The Trial Wear Period

Once your doctor selects a lens, you’ll be given trial lenses to wear at home. A common protocol is seven business days of real-world wear. This is the part of the process where you find out if the lens actually works in your daily life, not just in the exam chair.

During the trial, pay attention to comfort throughout the day (not just the first hour), clarity of vision at different distances, and whether your eyes feel dry or irritated by evening. If everything feels good, many practices let you call or email to confirm and order your supply. If something isn’t right, you return for adjustments at no extra charge. The doctor may try a different brand, material, or base curve. Some people go through two or three trial lenses before landing on the right fit, and that’s completely normal.

If You’re New to Contacts

First-time wearers should budget extra time at the initial appointment. Your doctor or a technician will teach you how to insert and remove lenses, which can feel awkward at first. The natural reflex to blink or pull away when something approaches your eye takes a few tries to override. Most people get comfortable within 10 to 15 minutes of practice.

You’ll also get specific instructions on how long to wear your lenses each day during the break-in period. Starting with shorter wear times and gradually increasing lets your eyes adapt. Your care routine matters too: the doctor will walk you through cleaning, storing, and replacing your lenses on schedule.

Specialty and Hard Lens Fittings

Some eye conditions require more complex fittings. Rigid gas-permeable (RGP) lenses and scleral lenses are used for conditions like keratoconus, high astigmatism, or severe dry eye. These fittings involve more detailed corneal mapping, sometimes measuring the thickness and shape of the cornea at dozens of points. Scleral lenses, which are larger and vault over the entire cornea, need the doctor to check alignment across the full surface where the lens rests on the white of the eye.

Expect specialty fittings to take multiple appointments. The doctor orders custom lenses based on your measurements, evaluates the fit, and often makes adjustments before finalizing. The process can take several weeks from start to finish.

Cost of a Contact Lens Fitting

A contact lens fitting is typically billed separately from your regular eye exam. For soft lenses, fitting fees generally range from $50 to $200, depending on whether you’re a new wearer or continuing with an existing prescription and on the complexity of the lens type. RGP or hard lens fittings run higher, typically $200 to $500, reflecting the additional time and customization involved.

Vision insurance plans vary widely in how they cover contact lens fittings. Some include the fitting as part of your annual benefit, while others cover only a portion. It’s worth calling your insurance provider before your appointment to find out what’s included. The fitting fee does not include the cost of the lenses themselves.

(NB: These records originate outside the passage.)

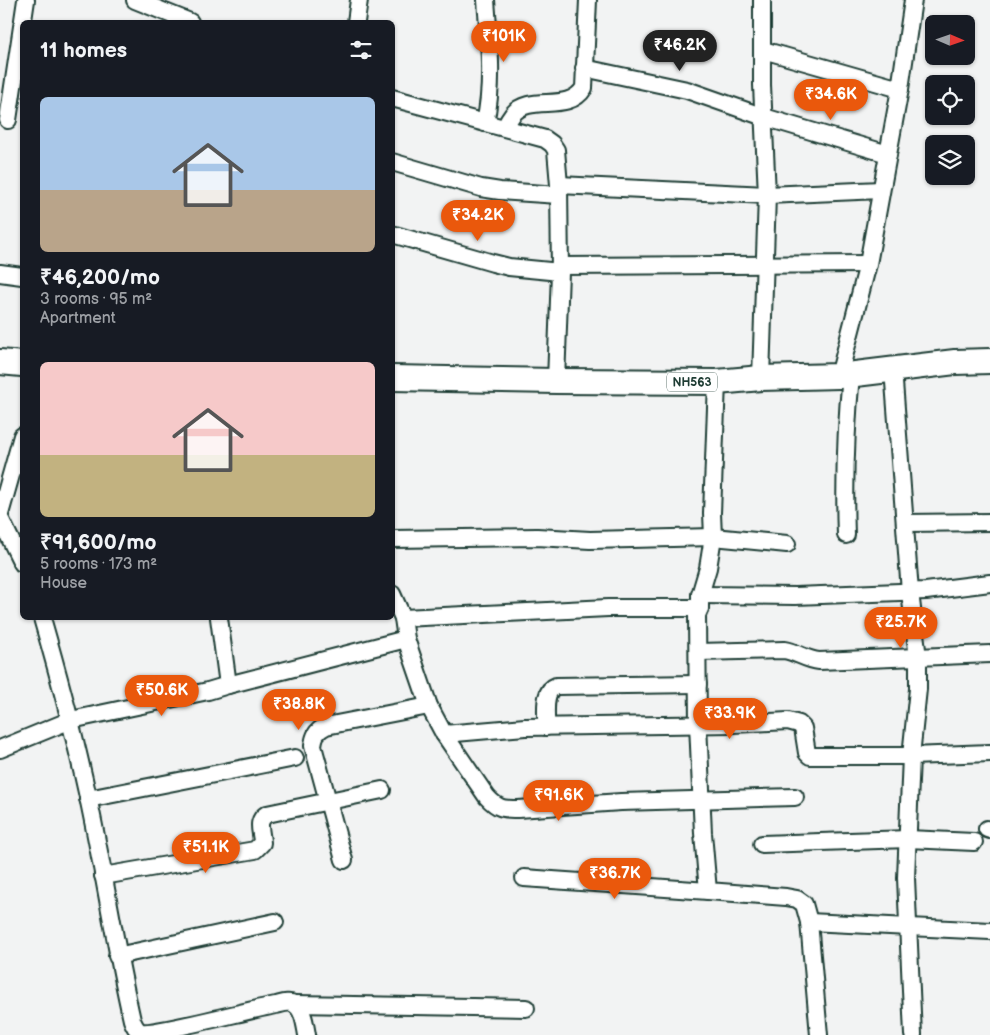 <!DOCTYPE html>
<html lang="en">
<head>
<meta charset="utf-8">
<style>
	body { margin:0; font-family:"Balsamiq Sans",sans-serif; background:#242831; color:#f1f3f6; height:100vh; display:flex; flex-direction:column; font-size:19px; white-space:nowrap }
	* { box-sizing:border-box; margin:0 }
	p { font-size:16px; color:#9ea1a6 }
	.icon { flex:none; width:28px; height:28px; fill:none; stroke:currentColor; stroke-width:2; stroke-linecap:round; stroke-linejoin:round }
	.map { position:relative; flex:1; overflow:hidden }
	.side { position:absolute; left:20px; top:20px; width:375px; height:600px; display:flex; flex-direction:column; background:#171b24; border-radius:8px; box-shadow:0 1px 4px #0004 }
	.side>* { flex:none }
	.needle { width:32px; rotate:92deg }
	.tools { position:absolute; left:925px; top:15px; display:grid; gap:10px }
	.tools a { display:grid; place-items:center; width:50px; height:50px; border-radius:8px; background:#171b24; box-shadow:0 1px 4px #0004; font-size:25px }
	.price { position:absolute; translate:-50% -42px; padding:0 11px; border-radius:18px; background:#ea580c; color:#fff; font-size:16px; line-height:32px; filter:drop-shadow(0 1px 2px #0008) }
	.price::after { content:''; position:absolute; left:50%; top:30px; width:15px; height:11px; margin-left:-8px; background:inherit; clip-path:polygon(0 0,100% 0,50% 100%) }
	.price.on { background:#222; color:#fff }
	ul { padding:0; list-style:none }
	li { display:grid; align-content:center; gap:10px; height:265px; padding:0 20px }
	li span { display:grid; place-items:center; height:155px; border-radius:8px; color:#555 }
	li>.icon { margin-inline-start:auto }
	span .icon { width:90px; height:90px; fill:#fffc; stroke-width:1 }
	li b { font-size:21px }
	h2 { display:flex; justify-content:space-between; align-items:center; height:60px; padding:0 20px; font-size:21px }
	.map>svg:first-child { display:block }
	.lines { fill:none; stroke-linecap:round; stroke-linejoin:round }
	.minor-casing { stroke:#1f3d34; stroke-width:20 }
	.highway-casing { stroke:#1f3d34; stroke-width:28 }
	.minor { stroke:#fff; stroke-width:16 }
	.highway { stroke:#fff; stroke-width:24 }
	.labels { text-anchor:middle; stroke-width:4.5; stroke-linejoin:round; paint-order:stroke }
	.shield { fill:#fff; stroke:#627771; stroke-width:1 }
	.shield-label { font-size:12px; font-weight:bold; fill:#1f3d34 }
</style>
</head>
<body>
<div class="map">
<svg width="990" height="1035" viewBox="0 0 990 1035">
	<rect width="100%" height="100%" fill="#f2f3f3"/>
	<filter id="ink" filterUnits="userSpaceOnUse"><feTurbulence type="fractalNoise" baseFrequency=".02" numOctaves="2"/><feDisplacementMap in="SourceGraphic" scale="10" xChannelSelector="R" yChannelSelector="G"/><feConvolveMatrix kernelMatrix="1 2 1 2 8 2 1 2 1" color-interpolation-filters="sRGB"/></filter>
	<g filter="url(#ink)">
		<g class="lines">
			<g class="minor-casing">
				<g id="minor">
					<path d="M135 0 190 22"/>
					<path d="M356 22 359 0"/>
					<path d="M763 50 900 89"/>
					<path d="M584 68 687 90 764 117 888 154"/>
					<path d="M392 98 545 139 552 144 556 150 559 185 560 272 556 381"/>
					<path d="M8 120 26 0"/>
					<path d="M485 123C494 83 489 41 486 0"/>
					<path d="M505 127C507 123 510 118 513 114 530 93 568 114 584 88L588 0"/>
					<path d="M392 162 481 188 500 191 559 195"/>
					<path d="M559 185 767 195 881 190"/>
					<path d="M392 234 493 263 509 267 560 272"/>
					<path d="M559 266 868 264"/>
					<path d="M0 273 22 276"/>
					<path d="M893 369 910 592 918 658V689L911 756 906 878 913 1035"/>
					<path d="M839 376 868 264 900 89 913 0"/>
					<path d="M761 378 767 195 762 85V0"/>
					<path d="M717 382 712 513 713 537 708 568 700 595V608L697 615 698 724 703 833 708 891 786 897 797 899 804 904 809 922 819 1035"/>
					<path d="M0 514 22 436"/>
					<path d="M0 518 22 563"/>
					<path d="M906 523 990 522"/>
					<path d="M846 535C844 481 846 428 851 374"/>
					<path d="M392 539 537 537 590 540 713 537 787 544"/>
					<path d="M392 594 403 618 406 639 429 706 444 734 487 797C498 809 503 809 518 809L621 802 795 797"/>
					<path d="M700 595 795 596 926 591 990 583"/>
					<path d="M42 618C59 677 75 737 88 797 104 871 115 946 132 1020 134 1025 136 1030 141 1032 155 1035 252 1009 276 1005 281 1004 289 1001 294 1004 304 1009 305 1025 307 1035"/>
					<path d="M403 618 608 608H700"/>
					<path d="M698 652 784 650C797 652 806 660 819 661L990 654"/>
					<path d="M228 685 406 639"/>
					<path d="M546 727C547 714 542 691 556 686L698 684"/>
					<path d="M444 734 525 727 733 724 788 721 799 724 803 728 807 753 810 756H911L990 753"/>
					<path d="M0 749 71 720 208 691 228 685 219 618"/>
					<path d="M88 799 295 758"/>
					<path d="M987 829 990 830"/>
					<path d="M762 844 908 839 974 842"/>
					<path d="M344 860 313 746C314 736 316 731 326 726L429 706"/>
					<path d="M103 876 255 850 262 843C262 832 255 821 267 814L382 790"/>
					<path d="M524 878 708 891"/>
					<path d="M809 922 990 931"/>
					<path d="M117 956 275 922"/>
					<path d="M295 1004 526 1008"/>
				</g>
			</g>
			<g class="highway-casing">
				<g id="highway">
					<path d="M0 362 22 364"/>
					<path d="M392 378 556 381 717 382 761 378 839 376 955 362 990 361"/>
				</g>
			</g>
			<use href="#minor" class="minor"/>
			<use href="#highway" class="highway"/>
		</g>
	</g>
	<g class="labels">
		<rect class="shield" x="667" y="372.5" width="50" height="19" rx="4"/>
		<g class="shield-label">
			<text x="692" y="386">NH563</text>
		</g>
	</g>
</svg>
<div class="tools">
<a><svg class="needle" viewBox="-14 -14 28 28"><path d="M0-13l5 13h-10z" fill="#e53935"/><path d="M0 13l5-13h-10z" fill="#9ea1a6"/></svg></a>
<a><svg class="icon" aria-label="locate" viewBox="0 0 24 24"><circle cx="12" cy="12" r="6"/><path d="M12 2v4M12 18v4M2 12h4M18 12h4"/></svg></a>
<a><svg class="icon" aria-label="layers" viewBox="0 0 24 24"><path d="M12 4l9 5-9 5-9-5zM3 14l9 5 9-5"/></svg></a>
</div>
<b class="price" style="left:504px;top:63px">₹101K</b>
<b class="price on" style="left:680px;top:72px">₹46.2K</b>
<b class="price" style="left:831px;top:121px">₹34.6K</b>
<b class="price" style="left:478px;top:242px">₹34.2K</b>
<b class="price" style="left:901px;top:649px">₹25.7K</b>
<b class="price" style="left:162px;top:717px">₹50.6K</b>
<b class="price" style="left:299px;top:731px">₹38.8K</b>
<b class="price" style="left:730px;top:740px">₹33.9K</b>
<b class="price" style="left:559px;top:822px">₹91.6K</b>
<b class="price" style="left:206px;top:874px">₹51.1K</b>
<b class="price" style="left:615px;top:900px">₹36.7K</b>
<section class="side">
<h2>11 homes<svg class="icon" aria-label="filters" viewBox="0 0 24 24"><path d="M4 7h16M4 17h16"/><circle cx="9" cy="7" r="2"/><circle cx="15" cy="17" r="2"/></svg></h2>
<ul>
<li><span style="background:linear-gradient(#a9c7e8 60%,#b9a48a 0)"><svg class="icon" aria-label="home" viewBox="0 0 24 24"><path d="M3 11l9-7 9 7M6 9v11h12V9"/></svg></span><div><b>₹46,200/mo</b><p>3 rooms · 95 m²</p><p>Apartment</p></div></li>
<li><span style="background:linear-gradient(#f6c9c9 60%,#c2b280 0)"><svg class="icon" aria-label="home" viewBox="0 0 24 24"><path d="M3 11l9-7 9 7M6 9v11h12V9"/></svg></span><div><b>₹91,600/mo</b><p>5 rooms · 173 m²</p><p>House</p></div></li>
</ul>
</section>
</div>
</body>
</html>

Your Prescription and Annual Renewals

Federal law requires your eye doctor to give you a copy of your contact lens prescription once the fitting is complete. This is enforced by the FTC’s Contact Lens Rule, and you’re entitled to it whether you ask or not. With prescription in hand, you can buy lenses from your doctor’s office, an online retailer, or any other seller. The seller must either have a copy of your prescription or verify it directly with your doctor before filling the order.

Contact lens prescriptions typically expire after one year. That means an annual exam and re-evaluation of your fit. Even if your vision hasn’t changed, the doctor checks for subtle signs of wear-related problems like reduced oxygen reaching the cornea or minor surface irritation that you might not feel yet. Skipping annual visits and reordering old prescriptions isn’t just against the rules; it’s how small problems become serious ones.